→ **Data section**:
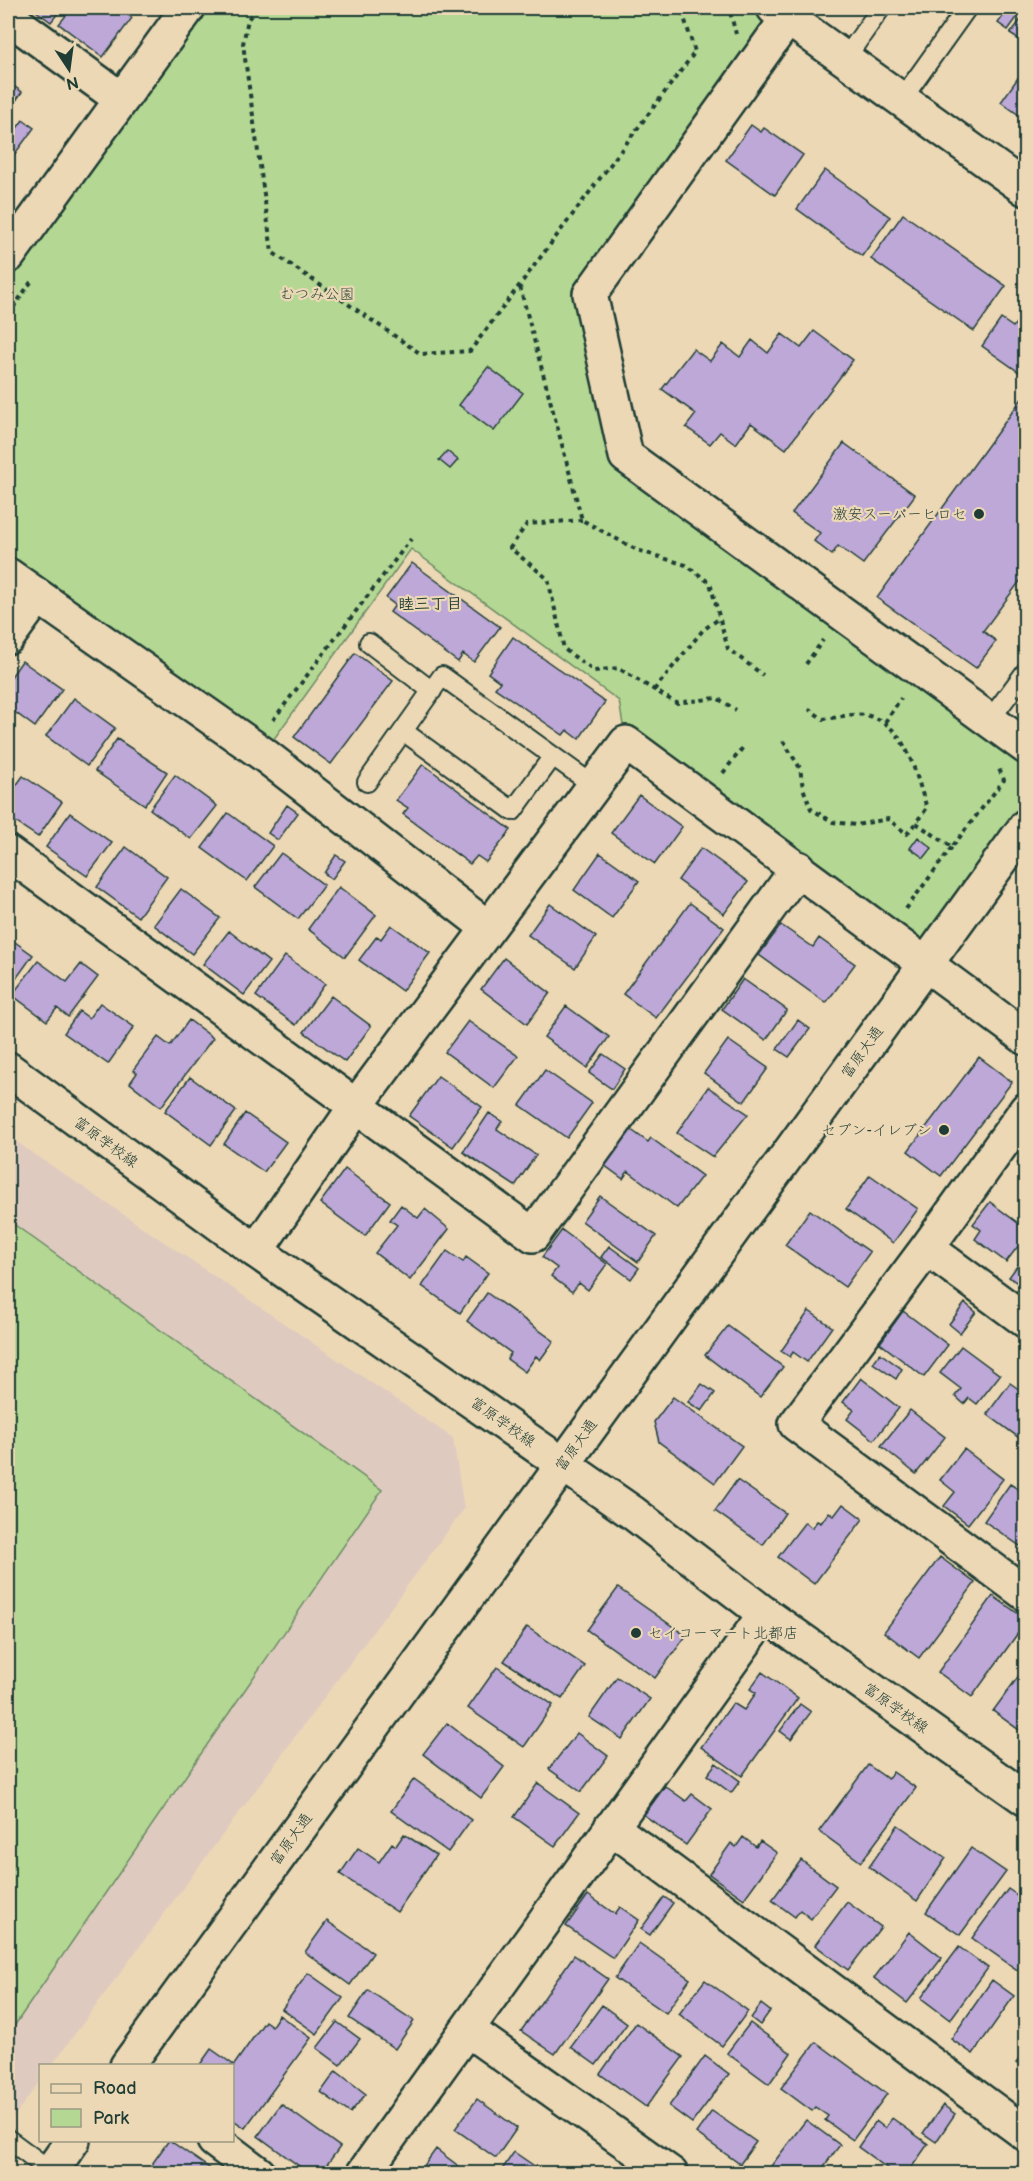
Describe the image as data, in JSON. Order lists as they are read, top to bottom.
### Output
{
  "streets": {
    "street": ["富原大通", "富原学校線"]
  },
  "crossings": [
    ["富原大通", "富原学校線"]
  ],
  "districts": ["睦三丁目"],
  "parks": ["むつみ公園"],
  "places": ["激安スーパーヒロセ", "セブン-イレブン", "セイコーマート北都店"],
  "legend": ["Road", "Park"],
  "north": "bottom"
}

→ **Activity**:
Transcribe all of the entries word for word, but skip any pictures they contain.

→ **Result below**:
Describe the image as data, in JSON. Order lists as they are read, top to bottom.
### Output
{
  "streets": {
    "street": ["富原大通", "富原学校線"]
  },
  "crossings": [
    ["富原大通", "富原学校線"]
  ],
  "districts": ["睦三丁目"],
  "parks": ["むつみ公園"],
  "places": ["激安スーパーヒロセ", "セブン-イレブン", "セイコーマート北都店"],
  "legend": ["Road", "Park"],
  "north": "bottom"
}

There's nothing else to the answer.